-- Exercise --
Of the records that follow, copy only the lines from the line containing "M1 750 18 794H1Z" to the line containing "M1607 901 1617 1049 1595 1054 1554 916Z", both included, exactly as written.

-- Records for this exercise --
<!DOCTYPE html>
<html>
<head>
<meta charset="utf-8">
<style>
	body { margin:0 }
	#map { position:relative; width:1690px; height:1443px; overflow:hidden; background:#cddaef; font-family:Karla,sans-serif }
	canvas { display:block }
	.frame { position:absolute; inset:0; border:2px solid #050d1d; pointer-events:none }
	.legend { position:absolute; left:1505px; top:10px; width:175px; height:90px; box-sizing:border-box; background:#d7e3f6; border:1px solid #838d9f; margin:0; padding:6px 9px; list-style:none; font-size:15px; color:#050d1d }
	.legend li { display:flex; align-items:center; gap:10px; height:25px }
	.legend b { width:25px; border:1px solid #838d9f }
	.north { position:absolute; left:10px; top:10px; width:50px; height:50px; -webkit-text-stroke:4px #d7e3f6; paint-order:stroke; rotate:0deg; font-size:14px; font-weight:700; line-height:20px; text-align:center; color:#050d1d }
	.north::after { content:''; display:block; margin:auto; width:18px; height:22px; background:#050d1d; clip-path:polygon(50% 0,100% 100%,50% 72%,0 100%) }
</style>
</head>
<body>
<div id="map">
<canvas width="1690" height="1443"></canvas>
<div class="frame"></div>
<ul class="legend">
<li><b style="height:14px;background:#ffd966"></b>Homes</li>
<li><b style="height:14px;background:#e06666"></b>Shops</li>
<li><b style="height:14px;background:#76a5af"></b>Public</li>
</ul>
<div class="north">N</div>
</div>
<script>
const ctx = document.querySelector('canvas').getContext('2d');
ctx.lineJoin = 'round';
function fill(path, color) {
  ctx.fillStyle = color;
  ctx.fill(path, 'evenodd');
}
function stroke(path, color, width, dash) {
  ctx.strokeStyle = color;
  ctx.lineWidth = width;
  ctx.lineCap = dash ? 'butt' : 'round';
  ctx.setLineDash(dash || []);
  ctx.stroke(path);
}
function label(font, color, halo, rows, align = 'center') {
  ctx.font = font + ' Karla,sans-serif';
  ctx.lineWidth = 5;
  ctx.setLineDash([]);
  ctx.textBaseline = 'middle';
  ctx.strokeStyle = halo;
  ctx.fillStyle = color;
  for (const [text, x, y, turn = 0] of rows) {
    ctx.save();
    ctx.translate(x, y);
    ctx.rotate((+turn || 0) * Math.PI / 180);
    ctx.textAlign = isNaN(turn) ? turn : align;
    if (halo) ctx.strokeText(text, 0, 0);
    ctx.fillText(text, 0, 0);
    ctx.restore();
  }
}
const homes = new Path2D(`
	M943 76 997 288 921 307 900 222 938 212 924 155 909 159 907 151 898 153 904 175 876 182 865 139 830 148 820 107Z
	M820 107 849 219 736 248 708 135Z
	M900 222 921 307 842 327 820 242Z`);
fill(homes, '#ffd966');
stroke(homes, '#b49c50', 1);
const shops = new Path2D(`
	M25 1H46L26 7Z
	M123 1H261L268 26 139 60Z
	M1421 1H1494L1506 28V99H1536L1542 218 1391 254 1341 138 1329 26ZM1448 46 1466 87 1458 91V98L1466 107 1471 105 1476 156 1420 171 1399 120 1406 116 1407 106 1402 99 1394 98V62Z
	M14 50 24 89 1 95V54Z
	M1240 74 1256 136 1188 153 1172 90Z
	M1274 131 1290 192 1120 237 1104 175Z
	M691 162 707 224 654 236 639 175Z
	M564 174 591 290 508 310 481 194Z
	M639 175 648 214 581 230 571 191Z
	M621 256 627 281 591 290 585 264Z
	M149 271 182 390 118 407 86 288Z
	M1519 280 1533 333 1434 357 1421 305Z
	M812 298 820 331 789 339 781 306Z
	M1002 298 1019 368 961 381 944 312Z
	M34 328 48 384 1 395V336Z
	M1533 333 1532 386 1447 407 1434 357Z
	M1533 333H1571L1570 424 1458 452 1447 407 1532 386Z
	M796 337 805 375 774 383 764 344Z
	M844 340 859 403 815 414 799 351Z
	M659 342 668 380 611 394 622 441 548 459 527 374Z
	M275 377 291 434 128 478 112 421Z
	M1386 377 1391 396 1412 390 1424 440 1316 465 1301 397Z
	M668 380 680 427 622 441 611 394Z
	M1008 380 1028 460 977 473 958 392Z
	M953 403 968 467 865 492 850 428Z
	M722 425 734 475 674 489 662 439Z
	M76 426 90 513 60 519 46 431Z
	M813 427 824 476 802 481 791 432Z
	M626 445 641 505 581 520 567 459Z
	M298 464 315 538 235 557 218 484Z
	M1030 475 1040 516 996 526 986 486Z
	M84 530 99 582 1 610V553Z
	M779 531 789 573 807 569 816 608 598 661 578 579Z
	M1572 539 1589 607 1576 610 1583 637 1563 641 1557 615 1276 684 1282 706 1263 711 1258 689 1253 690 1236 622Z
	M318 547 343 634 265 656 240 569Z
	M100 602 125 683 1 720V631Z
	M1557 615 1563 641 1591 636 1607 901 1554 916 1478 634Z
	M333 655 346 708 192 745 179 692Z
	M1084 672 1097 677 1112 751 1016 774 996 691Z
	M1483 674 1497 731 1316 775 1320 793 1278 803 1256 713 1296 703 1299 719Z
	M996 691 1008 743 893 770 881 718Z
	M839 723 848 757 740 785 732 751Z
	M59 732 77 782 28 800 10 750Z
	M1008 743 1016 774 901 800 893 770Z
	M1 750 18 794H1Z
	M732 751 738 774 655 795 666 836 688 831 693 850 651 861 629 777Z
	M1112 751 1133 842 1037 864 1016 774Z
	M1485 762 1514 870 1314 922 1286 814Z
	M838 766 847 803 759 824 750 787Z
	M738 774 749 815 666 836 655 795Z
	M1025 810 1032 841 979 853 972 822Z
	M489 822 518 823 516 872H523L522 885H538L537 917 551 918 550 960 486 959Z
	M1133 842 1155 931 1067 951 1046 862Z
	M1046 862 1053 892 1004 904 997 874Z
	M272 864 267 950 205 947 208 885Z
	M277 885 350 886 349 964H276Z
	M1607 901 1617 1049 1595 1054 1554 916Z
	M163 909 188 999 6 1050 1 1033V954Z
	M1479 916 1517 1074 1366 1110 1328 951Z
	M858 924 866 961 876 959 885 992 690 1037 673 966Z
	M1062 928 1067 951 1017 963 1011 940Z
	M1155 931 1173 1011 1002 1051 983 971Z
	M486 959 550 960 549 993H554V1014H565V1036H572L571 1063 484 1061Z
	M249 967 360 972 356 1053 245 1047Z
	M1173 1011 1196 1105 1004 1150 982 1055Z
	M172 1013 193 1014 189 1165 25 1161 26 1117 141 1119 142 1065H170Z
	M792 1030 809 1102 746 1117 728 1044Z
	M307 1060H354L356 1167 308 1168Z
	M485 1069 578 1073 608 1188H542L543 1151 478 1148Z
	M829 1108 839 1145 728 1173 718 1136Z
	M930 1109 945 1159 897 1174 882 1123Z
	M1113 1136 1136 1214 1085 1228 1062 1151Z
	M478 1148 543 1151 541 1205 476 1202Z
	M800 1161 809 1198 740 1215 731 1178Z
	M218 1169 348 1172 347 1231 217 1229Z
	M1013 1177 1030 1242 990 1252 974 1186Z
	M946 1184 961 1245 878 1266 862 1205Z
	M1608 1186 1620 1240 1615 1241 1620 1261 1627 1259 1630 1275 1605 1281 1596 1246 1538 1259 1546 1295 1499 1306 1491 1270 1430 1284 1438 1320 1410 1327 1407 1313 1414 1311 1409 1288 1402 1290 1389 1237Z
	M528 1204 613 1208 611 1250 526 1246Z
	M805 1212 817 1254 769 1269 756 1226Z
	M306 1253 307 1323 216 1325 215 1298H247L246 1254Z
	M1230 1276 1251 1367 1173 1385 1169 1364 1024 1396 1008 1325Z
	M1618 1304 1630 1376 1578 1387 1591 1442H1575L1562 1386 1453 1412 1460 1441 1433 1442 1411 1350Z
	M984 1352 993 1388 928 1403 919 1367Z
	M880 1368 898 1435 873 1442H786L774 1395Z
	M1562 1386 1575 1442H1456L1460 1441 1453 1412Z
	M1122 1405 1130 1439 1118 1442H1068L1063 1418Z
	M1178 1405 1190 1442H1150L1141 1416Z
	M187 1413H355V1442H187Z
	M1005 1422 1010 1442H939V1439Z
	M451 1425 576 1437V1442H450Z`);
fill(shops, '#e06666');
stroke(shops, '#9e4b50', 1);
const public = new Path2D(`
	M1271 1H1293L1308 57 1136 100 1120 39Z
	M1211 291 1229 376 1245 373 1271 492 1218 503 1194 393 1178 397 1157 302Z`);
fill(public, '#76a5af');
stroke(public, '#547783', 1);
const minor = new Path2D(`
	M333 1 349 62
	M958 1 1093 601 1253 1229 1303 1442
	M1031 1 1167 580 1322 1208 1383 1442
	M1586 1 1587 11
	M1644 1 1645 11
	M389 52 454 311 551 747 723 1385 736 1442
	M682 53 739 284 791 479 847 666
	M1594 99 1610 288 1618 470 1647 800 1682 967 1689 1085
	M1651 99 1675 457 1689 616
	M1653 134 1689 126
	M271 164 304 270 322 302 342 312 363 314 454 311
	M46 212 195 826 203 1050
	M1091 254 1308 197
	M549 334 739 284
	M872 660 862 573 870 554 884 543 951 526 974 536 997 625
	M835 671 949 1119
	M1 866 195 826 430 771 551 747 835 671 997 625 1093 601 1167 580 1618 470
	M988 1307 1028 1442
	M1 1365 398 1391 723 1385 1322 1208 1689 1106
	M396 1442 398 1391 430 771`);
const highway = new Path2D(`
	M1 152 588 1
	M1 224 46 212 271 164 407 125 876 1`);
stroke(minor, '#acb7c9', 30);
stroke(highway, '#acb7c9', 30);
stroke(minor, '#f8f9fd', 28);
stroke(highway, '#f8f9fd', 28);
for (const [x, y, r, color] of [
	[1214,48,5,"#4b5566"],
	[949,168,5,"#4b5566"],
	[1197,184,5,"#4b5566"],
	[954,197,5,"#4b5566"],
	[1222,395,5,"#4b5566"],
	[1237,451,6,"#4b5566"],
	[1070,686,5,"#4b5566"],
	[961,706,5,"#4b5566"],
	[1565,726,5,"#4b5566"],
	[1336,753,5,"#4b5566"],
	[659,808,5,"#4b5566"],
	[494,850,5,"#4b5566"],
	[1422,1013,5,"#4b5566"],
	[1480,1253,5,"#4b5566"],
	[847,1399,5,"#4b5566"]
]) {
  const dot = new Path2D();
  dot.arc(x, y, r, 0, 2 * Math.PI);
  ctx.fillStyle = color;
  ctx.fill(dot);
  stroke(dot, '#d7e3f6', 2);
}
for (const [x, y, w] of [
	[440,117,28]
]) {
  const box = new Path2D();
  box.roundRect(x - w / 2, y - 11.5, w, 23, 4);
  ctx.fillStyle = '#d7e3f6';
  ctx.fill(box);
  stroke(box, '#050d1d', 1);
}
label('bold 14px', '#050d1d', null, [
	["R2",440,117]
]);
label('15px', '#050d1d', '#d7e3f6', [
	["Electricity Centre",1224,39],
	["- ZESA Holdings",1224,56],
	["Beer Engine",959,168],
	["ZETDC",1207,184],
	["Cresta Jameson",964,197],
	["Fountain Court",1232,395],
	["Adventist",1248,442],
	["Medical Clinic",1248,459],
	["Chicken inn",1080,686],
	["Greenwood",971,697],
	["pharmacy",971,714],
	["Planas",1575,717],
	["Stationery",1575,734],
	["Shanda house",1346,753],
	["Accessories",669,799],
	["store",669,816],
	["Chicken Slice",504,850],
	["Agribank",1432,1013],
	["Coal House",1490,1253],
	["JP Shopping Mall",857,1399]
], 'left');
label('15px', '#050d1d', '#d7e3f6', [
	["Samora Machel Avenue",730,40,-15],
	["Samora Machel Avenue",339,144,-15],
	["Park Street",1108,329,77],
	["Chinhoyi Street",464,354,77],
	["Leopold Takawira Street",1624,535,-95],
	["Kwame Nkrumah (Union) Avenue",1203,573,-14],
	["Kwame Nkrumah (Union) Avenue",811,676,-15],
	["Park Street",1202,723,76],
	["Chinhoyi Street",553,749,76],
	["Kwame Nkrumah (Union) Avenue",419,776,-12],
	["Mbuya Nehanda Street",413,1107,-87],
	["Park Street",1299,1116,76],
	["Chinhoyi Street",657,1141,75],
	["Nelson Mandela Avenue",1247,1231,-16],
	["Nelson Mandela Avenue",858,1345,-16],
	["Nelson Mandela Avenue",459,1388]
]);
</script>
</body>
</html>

-- Response below --
	M1 750 18 794H1Z
	M732 751 738 774 655 795 666 836 688 831 693 850 651 861 629 777Z
	M1112 751 1133 842 1037 864 1016 774Z
	M1485 762 1514 870 1314 922 1286 814Z
	M838 766 847 803 759 824 750 787Z
	M738 774 749 815 666 836 655 795Z
	M1025 810 1032 841 979 853 972 822Z
	M489 822 518 823 516 872H523L522 885H538L537 917 551 918 550 960 486 959Z
	M1133 842 1155 931 1067 951 1046 862Z
	M1046 862 1053 892 1004 904 997 874Z
	M272 864 267 950 205 947 208 885Z
	M277 885 350 886 349 964H276Z
	M1607 901 1617 1049 1595 1054 1554 916Z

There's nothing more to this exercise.